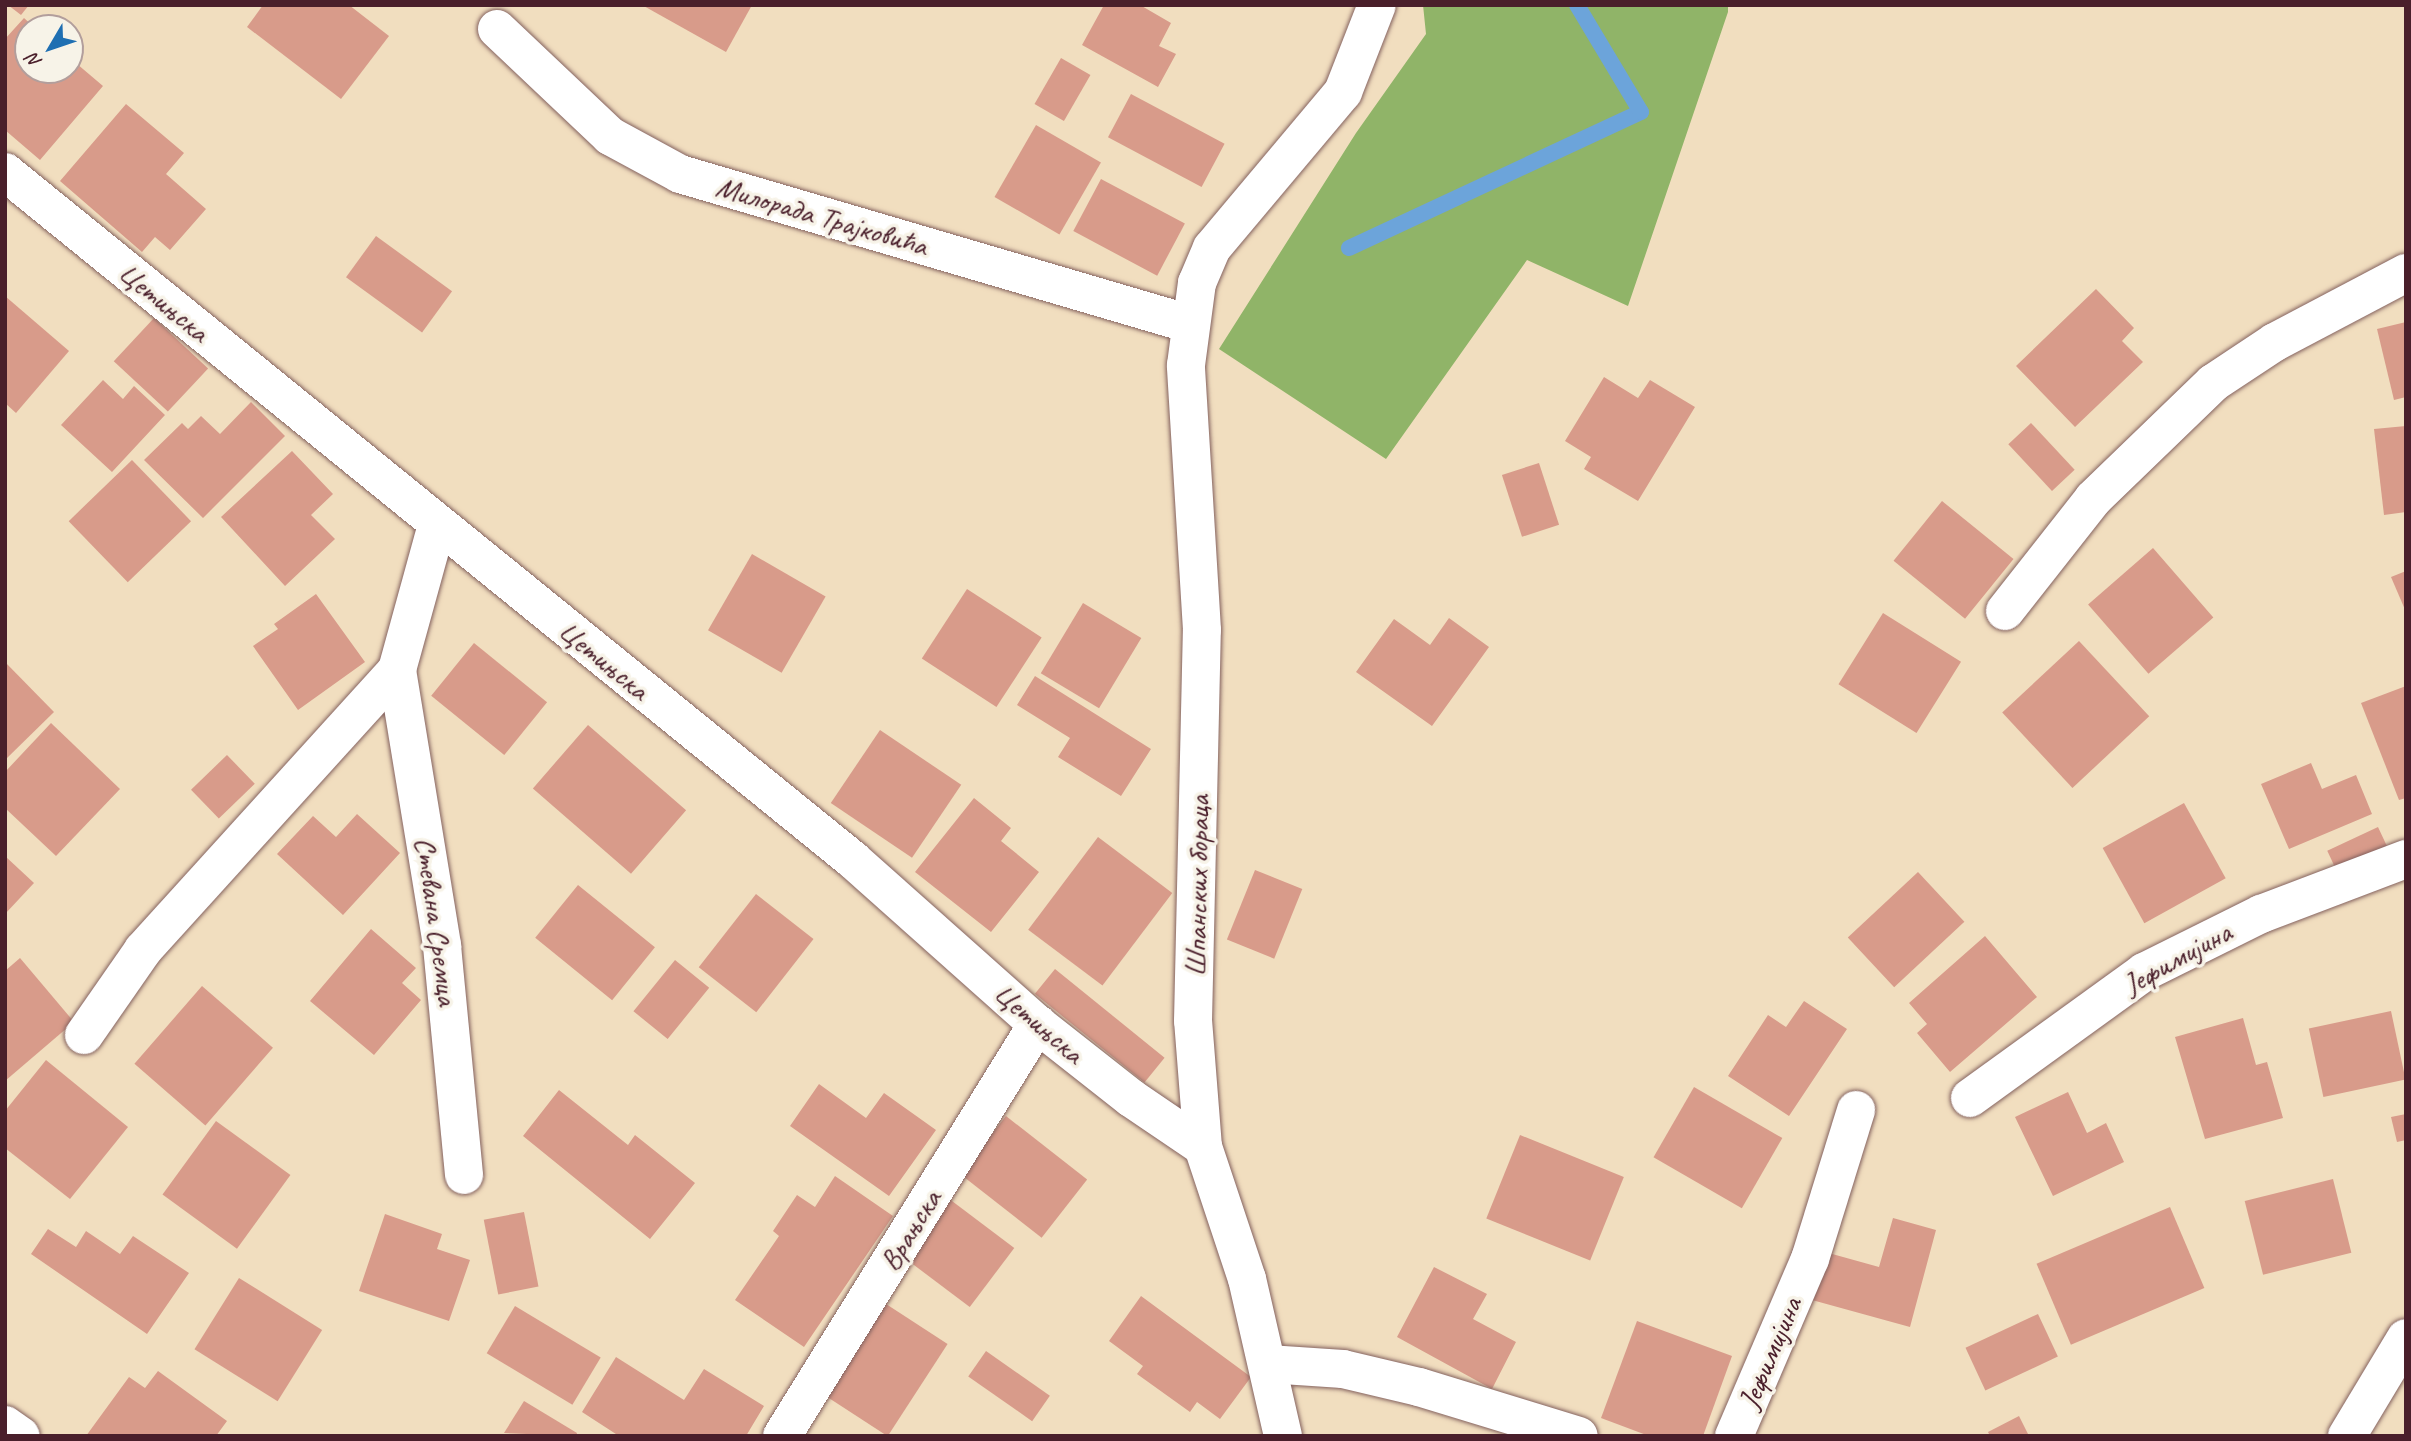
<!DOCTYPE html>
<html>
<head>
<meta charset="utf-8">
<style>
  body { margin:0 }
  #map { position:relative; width:2411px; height:1441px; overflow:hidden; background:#f1debf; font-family:Caveat,sans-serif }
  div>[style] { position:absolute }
  .forest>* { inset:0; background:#90b468 }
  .stream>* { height:16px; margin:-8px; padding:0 8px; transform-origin:8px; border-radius:8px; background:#6ca4da }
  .building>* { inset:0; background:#d89b8a; transform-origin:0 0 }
  .roads { filter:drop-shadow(0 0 2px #84625f) drop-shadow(0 0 2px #84625f) }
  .street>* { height:38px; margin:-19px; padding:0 19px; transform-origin:19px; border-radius:19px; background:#fff }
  span { translate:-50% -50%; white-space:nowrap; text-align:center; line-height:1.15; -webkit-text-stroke:7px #f7f3e8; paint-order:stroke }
  .street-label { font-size:30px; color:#4a1f2b }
  .frame { position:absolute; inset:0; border:7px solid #4a1f2b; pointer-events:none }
  .north { position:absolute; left:14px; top:14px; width:70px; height:70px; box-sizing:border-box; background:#f7f3e8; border:2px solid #b29e9c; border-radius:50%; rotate:231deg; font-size:19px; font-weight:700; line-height:28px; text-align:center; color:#4a1f2b }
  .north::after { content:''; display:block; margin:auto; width:24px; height:32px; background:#1f6fb2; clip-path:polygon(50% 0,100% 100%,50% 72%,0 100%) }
</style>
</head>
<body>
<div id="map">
  <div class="forest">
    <div style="clip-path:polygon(1423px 5px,1728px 5px,1728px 12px,1628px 306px,1527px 260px,1386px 459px,1219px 349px,1356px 133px,1426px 34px)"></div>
  </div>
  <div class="stream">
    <div style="left:1349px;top:248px;width:322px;rotate:-25deg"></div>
    <div style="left:1641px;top:112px;width:125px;rotate:-120.9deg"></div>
  </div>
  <div class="building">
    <div style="clip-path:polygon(8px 5px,29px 5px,21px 15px)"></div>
    <div style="clip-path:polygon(263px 5px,349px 5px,389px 36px,341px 99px,247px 27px)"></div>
    <div style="clip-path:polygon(642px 5px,752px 5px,726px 52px)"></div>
    <div style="clip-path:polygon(1104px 5px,1140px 5px,1171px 23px,1159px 46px,1176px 54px,1158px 87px,1082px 45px)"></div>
    <div style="clip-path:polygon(24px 18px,35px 28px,28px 28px,28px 70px,70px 70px,70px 58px,103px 86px,40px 160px,5px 130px,5px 39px)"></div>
    <div style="left:1061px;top:58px;width:34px;height:53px;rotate:30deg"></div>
    <div style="left:1131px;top:94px;width:106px;height:49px;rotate:28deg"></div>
    <div style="clip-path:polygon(126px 104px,184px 153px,166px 174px,206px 209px,170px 250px,155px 237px,142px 252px,60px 181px)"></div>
    <div style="left:1036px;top:125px;width:75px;height:83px;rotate:30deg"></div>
    <div style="left:1101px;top:179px;width:95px;height:59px;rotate:28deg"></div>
    <div style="left:376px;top:236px;width:94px;height:51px;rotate:36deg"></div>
    <div style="clip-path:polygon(2096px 289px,2134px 328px,2122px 341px,2143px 362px,2075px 427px,2016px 366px)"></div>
    <div style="clip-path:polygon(5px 296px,69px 351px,16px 413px,5px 403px)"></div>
    <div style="left:154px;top:318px;width:74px;height:59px;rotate:43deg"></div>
    <div style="clip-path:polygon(2406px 322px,2406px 397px,2394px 400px,2377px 329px)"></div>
    <div style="clip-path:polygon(1604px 377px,1638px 398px,1650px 380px,1695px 407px,1638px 501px,1584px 469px,1591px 457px,1565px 441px)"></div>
    <div style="clip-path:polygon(103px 380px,123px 399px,134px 386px,165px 415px,112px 472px,61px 425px)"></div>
    <div style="clip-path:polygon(251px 402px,285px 436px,203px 518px,144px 460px,182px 423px,188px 429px,201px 416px,220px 434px)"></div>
    <div style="left:2031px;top:423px;width:64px;height:31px;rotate:47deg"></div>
    <div style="clip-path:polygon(2406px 426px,2406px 512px,2384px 515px,2374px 429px)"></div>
    <div style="clip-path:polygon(292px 451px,333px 494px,311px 515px,335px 539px,285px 586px,221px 517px)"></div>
    <div style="left:132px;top:460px;width:85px;height:88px;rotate:46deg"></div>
    <div style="left:1539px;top:463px;width:65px;height:39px;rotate:72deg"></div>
    <div style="left:1942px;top:501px;width:92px;height:77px;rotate:39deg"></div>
    <div style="left:2153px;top:548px;width:92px;height:86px;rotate:49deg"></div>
    <div style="left:752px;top:554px;width:85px;height:88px;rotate:30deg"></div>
    <div style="clip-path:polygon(2406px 571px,2406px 612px,2391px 577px)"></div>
    <div style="left:967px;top:589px;width:89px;height:83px;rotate:33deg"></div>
    <div style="clip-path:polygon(316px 594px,365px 662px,298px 710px,253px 646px,278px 629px,274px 624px)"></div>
    <div style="left:1083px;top:603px;width:68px;height:82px;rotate:31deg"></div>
    <div style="left:1883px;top:613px;width:92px;height:84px;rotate:32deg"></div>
    <div style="clip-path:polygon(1449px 618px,1489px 647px,1432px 726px,1356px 672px,1394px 619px,1430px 645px)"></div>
    <div style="left:2079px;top:641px;width:103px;height:105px;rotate:47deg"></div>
    <div style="left:474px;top:643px;width:94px;height:68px;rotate:39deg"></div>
    <div style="clip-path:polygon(5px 662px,54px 712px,5px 760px)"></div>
    <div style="clip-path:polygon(1035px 676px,1151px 749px,1121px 796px,1058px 757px,1070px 738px,1017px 705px)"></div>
    <div style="clip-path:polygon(2406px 686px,2406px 798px,2399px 800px,2361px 703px)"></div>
    <div style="clip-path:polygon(51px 723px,120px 789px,56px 856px,5px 808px,5px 772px)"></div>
    <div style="left:588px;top:725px;width:130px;height:84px;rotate:41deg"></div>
    <div style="left:880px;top:730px;width:98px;height:88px;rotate:34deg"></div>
    <div style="left:227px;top:755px;width:40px;height:50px;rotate:46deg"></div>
    <div style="clip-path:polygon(2311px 763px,2322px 789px,2356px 775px,2372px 814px,2289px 849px,2261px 784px)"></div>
    <div style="clip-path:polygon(974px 798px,1011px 828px,1001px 841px,1039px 872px,991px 932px,915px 872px)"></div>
    <div style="left:2184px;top:803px;width:86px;height:93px;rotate:61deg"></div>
    <div style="clip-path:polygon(357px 814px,400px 853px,343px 915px,277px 854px,313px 816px,336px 837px)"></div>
    <div style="left:2378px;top:827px;width:29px;height:56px;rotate:65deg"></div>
    <div style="left:1098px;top:837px;width:93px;height:116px;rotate:37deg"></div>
    <div style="clip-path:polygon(5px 856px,34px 883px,5px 914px)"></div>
    <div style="left:1255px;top:870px;width:51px;height:75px;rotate:22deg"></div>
    <div style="left:1918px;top:872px;width:68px;height:96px;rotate:47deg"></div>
    <div style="left:578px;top:885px;width:99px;height:68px;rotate:39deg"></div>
    <div style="left:756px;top:894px;width:73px;height:93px;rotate:38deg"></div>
    <div style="clip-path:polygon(371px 929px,416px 968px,402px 983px,421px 1000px,374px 1055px,310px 1001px)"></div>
    <div style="clip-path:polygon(1985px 936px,2037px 997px,1950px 1072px,1917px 1033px,1927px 1024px,1909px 1003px)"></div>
    <div style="clip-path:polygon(20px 958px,74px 1022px,5px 1081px,5px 971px)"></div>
    <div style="left:675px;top:960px;width:44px;height:66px;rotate:39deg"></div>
    <div style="left:1055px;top:969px;width:141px;height:32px;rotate:39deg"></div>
    <div style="left:202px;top:986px;width:94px;height:103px;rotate:41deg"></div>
    <div style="clip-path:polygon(1804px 1001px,1847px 1029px,1789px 1116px,1728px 1076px,1768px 1015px,1786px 1027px)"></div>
    <div style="left:2391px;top:1011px;width:70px;height:84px;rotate:78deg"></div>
    <div style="clip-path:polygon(2243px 1018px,2256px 1065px,2267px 1062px,2283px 1118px,2205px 1139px,2175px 1037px)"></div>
    <div style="clip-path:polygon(46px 1060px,128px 1127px,70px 1199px,5px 1148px,5px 1111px)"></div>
    <div style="clip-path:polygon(819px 1084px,866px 1118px,884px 1093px,936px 1130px,889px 1196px,790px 1126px)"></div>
    <div style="left:1694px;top:1087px;width:102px;height:81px;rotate:30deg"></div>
    <div style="clip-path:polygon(559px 1090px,628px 1145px,635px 1135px,695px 1183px,650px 1239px,523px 1136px)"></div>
    <div style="clip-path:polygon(2068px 1092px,2087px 1133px,2106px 1123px,2124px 1162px,2053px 1196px,2015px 1117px)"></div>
    <div style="clip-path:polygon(2406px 1114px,2406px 1140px,2397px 1142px,2391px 1117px)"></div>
    <div style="left:1006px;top:1116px;width:103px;height:74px;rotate:38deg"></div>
    <div style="left:216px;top:1121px;width:92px;height:91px;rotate:36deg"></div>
    <div style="left:1520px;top:1135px;width:112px;height:90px;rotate:22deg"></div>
    <div style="clip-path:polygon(835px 1176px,893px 1216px,804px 1347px,735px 1300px,779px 1236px,773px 1231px,797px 1195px,815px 1207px)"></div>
    <div style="left:2333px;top:1179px;width:76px;height:91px;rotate:76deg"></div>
    <div style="left:948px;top:1198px;width:83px;height:74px;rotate:37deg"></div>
    <div style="left:2170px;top:1207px;width:88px;height:145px;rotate:67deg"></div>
    <div style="left:524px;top:1212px;width:76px;height:41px;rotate:79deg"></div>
    <div style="clip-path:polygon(385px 1214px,442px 1234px,437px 1249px,470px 1260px,449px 1321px,359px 1291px)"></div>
    <div style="clip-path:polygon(1893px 1218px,1936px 1230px,1910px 1327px,1812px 1300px,1825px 1252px,1879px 1267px)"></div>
    <div style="clip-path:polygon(48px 1229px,76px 1247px,86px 1231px,120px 1254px,133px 1236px,189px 1273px,147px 1334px,31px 1254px)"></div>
    <div style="clip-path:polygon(1434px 1267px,1487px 1294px,1473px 1319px,1516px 1342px,1492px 1389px,1397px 1337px)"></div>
    <div style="left:239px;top:1278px;width:98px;height:84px;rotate:32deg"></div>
    <div style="clip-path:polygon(1141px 1296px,1251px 1377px,1220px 1419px,1197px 1402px,1190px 1412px,1137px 1374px,1143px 1366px,1109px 1341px)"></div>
    <div style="left:883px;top:1302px;width:77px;height:110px;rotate:33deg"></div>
    <div style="left:515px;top:1306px;width:100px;height:55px;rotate:31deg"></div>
    <div style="left:2038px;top:1314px;width:47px;height:80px;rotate:65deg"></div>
    <div style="clip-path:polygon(1637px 1321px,1732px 1356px,1703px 1436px,1649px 1436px,1601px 1418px)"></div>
    <div style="left:986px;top:1351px;width:78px;height:31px;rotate:35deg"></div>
    <div style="clip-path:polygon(616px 1357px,684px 1400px,704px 1369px,764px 1406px,746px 1436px,619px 1436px,582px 1412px)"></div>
    <div style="clip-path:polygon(158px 1371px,227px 1421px,216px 1436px,86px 1436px,129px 1377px,145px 1388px)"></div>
    <div style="clip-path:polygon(524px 1401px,577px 1433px,576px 1436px,504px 1433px)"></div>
    <div style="clip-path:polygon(2019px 1416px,2029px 1436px,1990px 1436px,1988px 1432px)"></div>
  </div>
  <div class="roads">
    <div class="street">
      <div style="left:497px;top:29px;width:156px;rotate:43.4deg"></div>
      <div style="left:610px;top:136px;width:80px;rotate:28.5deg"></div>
      <div style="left:680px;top:174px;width:532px;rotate:16.39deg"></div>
      <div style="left:5px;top:172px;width:1092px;rotate:39.05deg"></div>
      <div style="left:853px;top:860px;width:246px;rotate:41.7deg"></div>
      <div style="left:1037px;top:1024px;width:120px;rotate:38.2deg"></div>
      <div style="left:1131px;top:1098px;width:87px;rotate:34.2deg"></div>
      <div style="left:2005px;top:611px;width:142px;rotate:-51.8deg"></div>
      <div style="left:2093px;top:499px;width:167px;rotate:-44deg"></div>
      <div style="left:2213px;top:383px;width:74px;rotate:-33.5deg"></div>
      <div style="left:2275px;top:342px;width:148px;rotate:-27.8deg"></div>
      <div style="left:397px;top:670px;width:280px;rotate:80.7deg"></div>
      <div style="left:442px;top:946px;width:230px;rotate:84.5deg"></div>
      <div style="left:84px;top:1035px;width:103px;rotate:-55.2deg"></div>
      <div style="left:143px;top:950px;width:378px;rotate:-47.8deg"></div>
      <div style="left:397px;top:670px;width:150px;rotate:-74.6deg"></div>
      <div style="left:1970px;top:1098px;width:215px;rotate:-35.9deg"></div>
      <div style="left:2144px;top:972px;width:131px;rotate:-26.4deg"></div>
      <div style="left:2261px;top:914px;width:155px;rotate:-20.8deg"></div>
      <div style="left:1268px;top:1364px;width:75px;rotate:3.8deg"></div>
      <div style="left:1343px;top:1369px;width:78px;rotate:13.3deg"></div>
      <div style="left:1419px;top:1387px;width:167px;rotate:17deg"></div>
      <div style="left:5px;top:1425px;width:19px;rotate:35deg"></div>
      <div style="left:782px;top:1436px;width:485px;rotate:-58.2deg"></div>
      <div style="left:1283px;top:1436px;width:161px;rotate:-102.9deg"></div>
      <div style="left:1247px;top:1279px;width:139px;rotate:-108.4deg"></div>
      <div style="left:1203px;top:1147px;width:126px;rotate:-94.5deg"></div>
      <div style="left:1193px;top:1021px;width:391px;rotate:-88.7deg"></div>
      <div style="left:1202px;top:630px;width:265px;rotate:-93.5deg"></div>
      <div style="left:1186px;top:365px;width:83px;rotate:-82.4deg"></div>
      <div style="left:1197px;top:283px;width:38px;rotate:-67deg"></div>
      <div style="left:1212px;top:248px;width:204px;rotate:-50deg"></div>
      <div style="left:1343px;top:92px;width:93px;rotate:-68.7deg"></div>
      <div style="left:1734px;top:1436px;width:193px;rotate:-66.8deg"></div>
      <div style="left:1810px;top:1259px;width:156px;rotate:-72.8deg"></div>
      <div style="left:2347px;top:1436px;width:114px;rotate:-59deg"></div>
    </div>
  </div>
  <div class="street-label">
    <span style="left:822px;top:216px;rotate:16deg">Милорада Трајковића</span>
    <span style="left:164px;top:302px;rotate:39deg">Цетињска</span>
    <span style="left:604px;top:660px;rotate:39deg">Цетињска</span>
    <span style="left:1197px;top:886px;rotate:-89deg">Шпанских бораца</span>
    <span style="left:437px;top:921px;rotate:82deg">Стевана Сремца</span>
    <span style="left:2177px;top:958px;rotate:-29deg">Јефимијина</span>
    <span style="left:1039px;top:1023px;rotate:40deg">Цетињска</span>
    <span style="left:910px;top:1230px;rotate:-58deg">Врањска</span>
    <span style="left:1770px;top:1353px;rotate:-67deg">Јефимијина</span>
  </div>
  <div class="frame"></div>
  <div class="north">N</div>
</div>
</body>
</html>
━━━
• **DIRECTIONS FOR THIS TASK**
Look through the listing above, please, and state how many lines hold the word "stream"; the number alone is the answer.

• **EXERCISE OUTPUT**
2